== Segment start ==

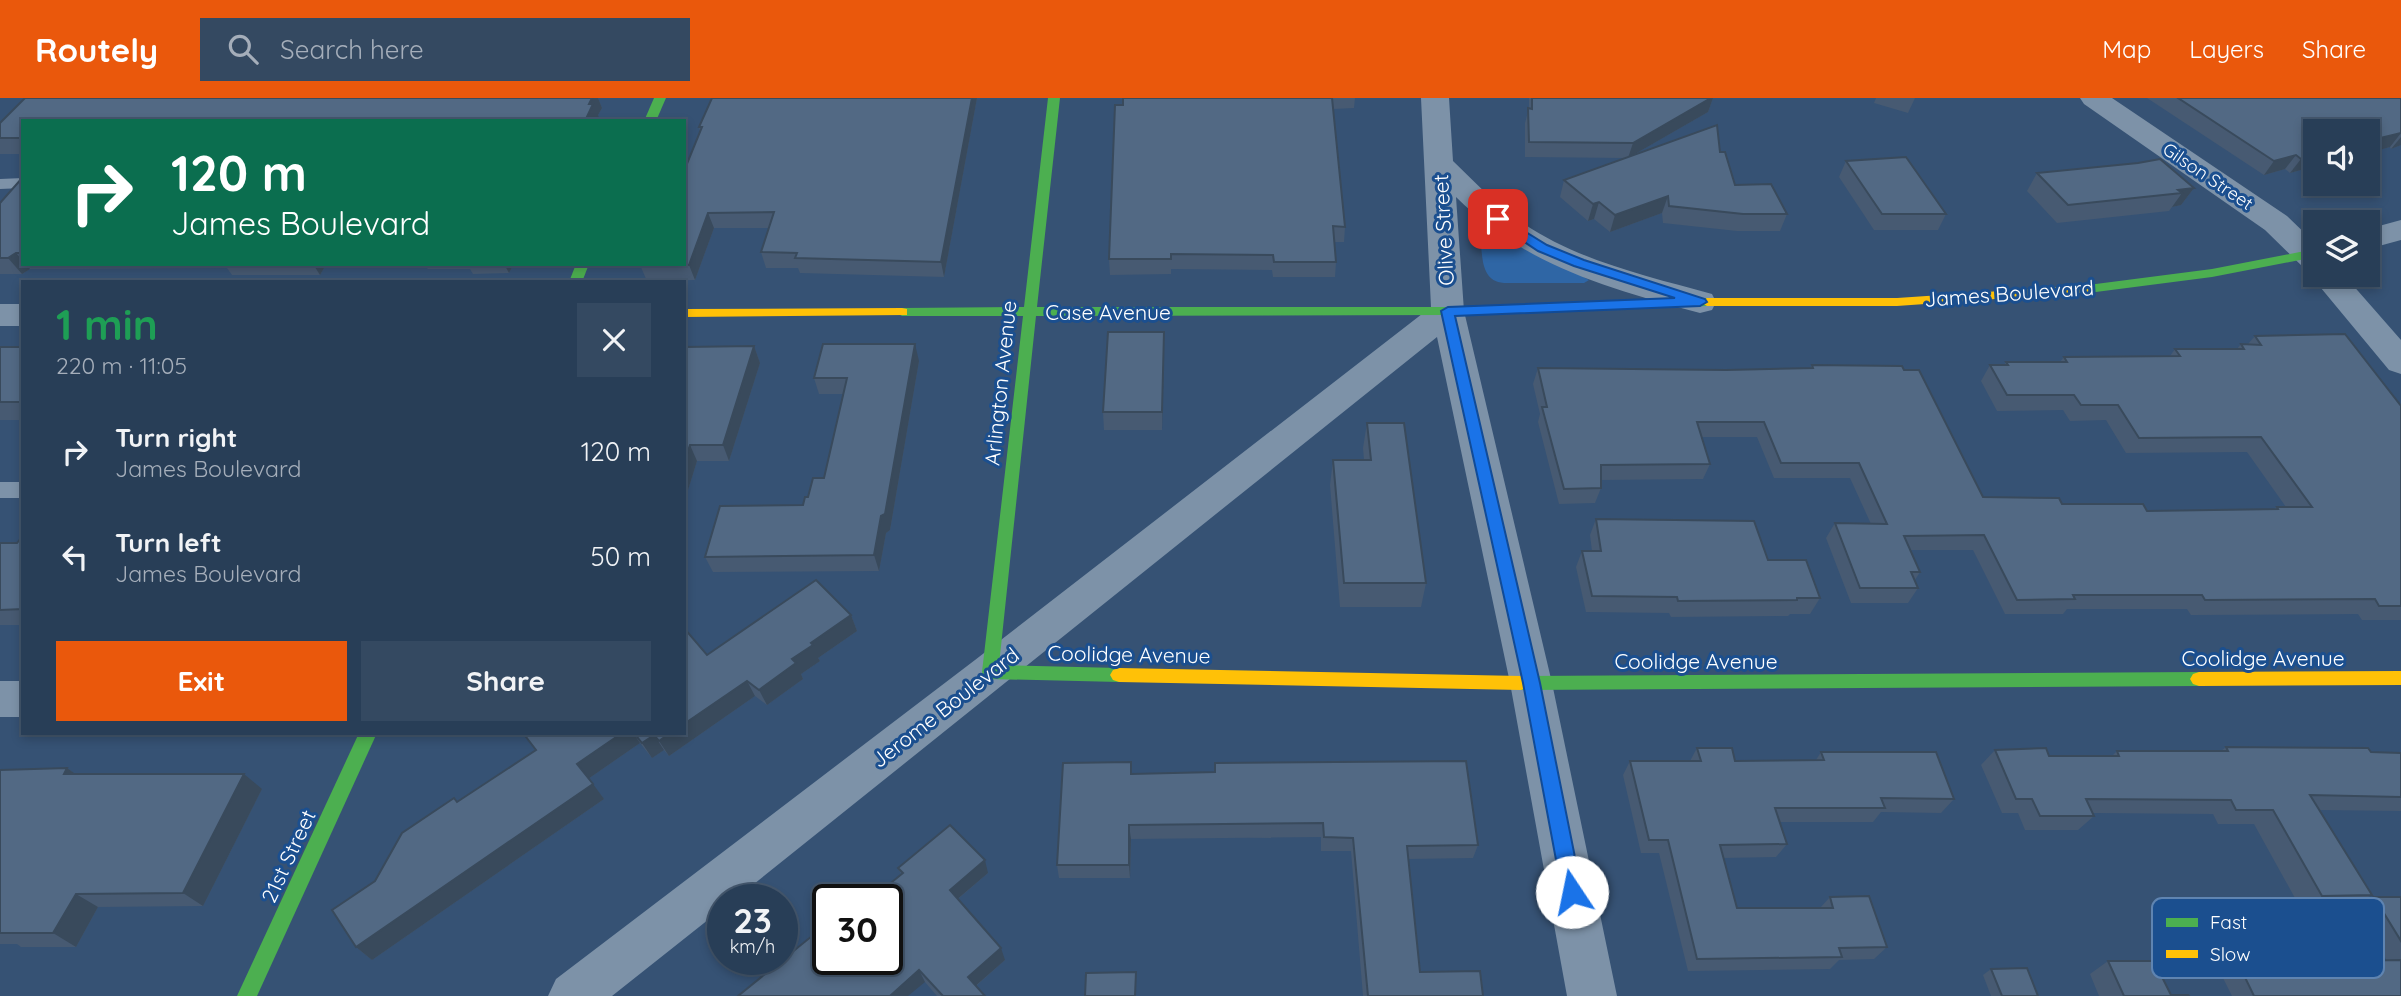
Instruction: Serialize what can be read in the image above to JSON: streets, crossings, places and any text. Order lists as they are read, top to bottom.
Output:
{
  "streets": {
    "street": [
      "Gilson Street",
      "Olive Street",
      "James Boulevard",
      "Case Avenue",
      "Arlington Avenue",
      "Coolidge Avenue",
      "Jerome Boulevard",
      "21st Street"
    ]
  },
  "crossings": [
    ["Olive Street", "James Boulevard"],
    ["Olive Street", "Case Avenue"],
    ["Olive Street", "Coolidge Avenue"],
    ["Olive Street", "Jerome Boulevard"],
    ["James Boulevard", "Case Avenue"],
    ["James Boulevard", "Jerome Boulevard"],
    ["Case Avenue", "Arlington Avenue"],
    ["Case Avenue", "Jerome Boulevard"],
    ["Arlington Avenue", "Coolidge Avenue"],
    ["Arlington Avenue", "Jerome Boulevard"],
    ["Coolidge Avenue", "Jerome Boulevard"]
  ],
  "legend": ["Fast", "Slow"],
  "page": {
    "header": "Routely",
    "search": "Search here",
    "nav": ["Map", "Layers", "Share"],
    "turn": ["120 m", "James Boulevard"],
    "heading": ["1 min", "220 m · 11:05"],
    "list": [
      {
        "name": "Turn right",
        "note": "James Boulevard",
        "value": "120 m"
      },
      {
        "name": "Turn left",
        "note": "James Boulevard",
        "value": "50 m"
      }
    ],
    "buttons": ["Exit", "Share"],
    "speed": "23 km/h",
    "limit": "30"
  }
}
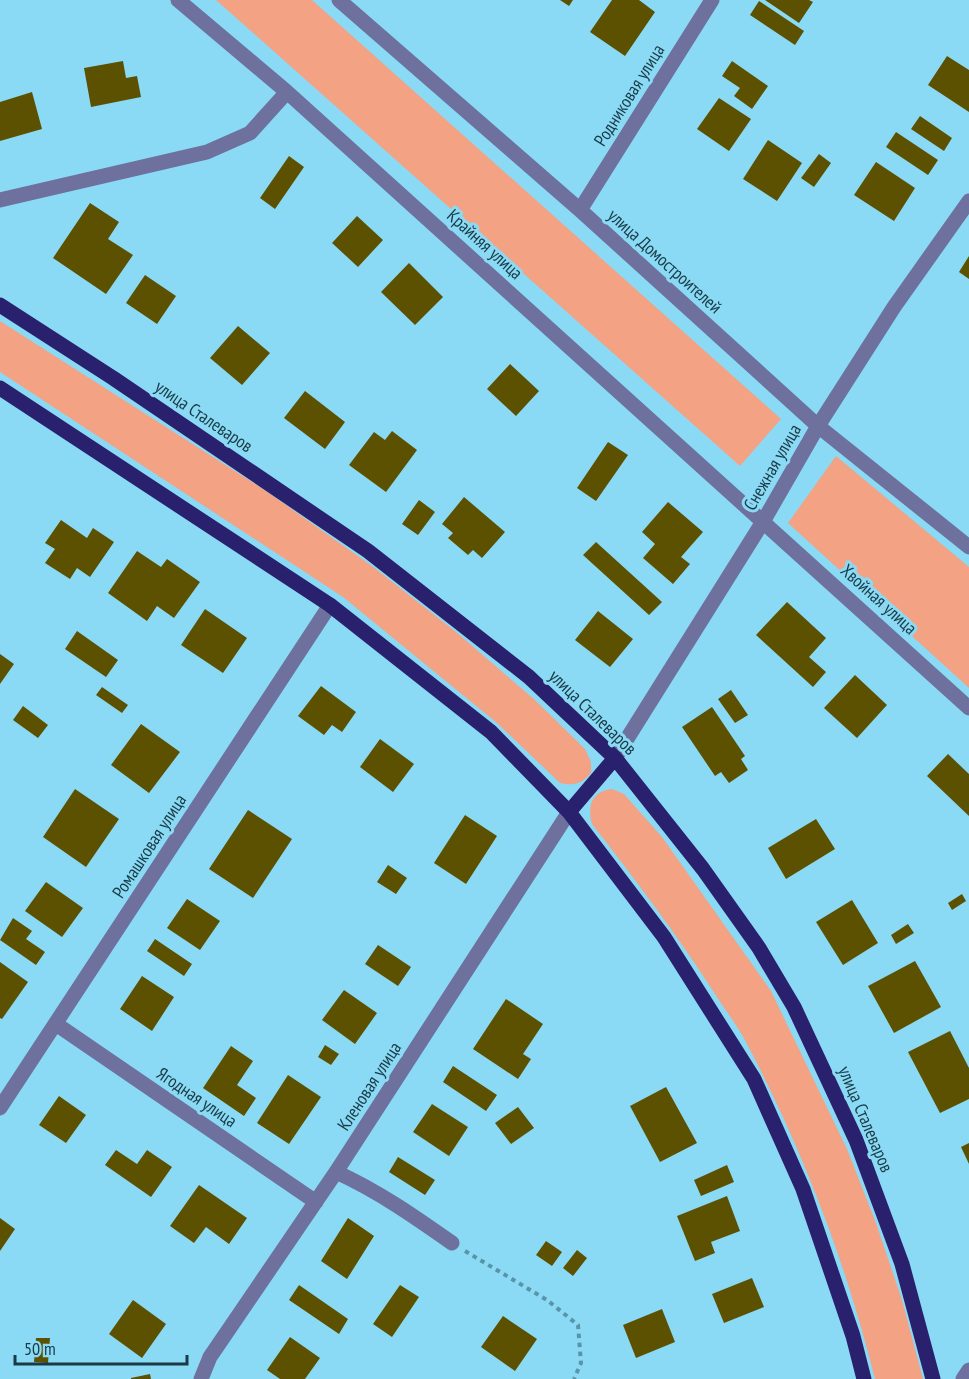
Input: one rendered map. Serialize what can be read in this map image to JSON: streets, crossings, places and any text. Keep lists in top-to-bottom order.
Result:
{
  "streets": {
    "main road": ["улица Сталеваров"],
    "street": [
      "Родниковая улица",
      "Крайняя улица",
      "улица Домостроителей",
      "Снежная улица",
      "Хвойная улица",
      "Ромашковая улица",
      "Кленовая улица",
      "Ягодная улица"
    ]
  },
  "crossings": [
    ["Родниковая улица", "улица Домостроителей"],
    ["Крайняя улица", "Снежная улица"],
    ["Крайняя улица", "Хвойная улица"],
    ["улица Домостроителей", "Снежная улица"],
    ["улица Сталеваров", "Снежная улица"],
    ["Снежная улица", "Хвойная улица"],
    ["Ромашковая улица", "Ягодная улица"],
    ["Кленовая улица", "Ягодная улица"]
  ],
  "scale_bar": "50 m"
}
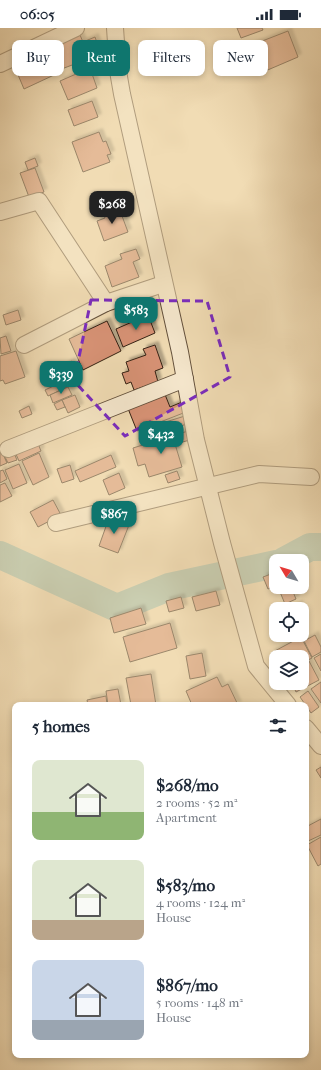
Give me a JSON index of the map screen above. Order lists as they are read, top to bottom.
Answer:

== Segment end ==

Retrieve each line of the data in which the word "what" can be found.

▸ **TASK ANSWER**
Instruction: Serialize what can be read in the image above to JSON: streets, crossings, places and any text. Order lists as they are read, top to bottom.
Input: one rendered map. Serialize what can be read in this map image to JSON: streets, crossings, places and any text. Keep lists in top-to-bottom order.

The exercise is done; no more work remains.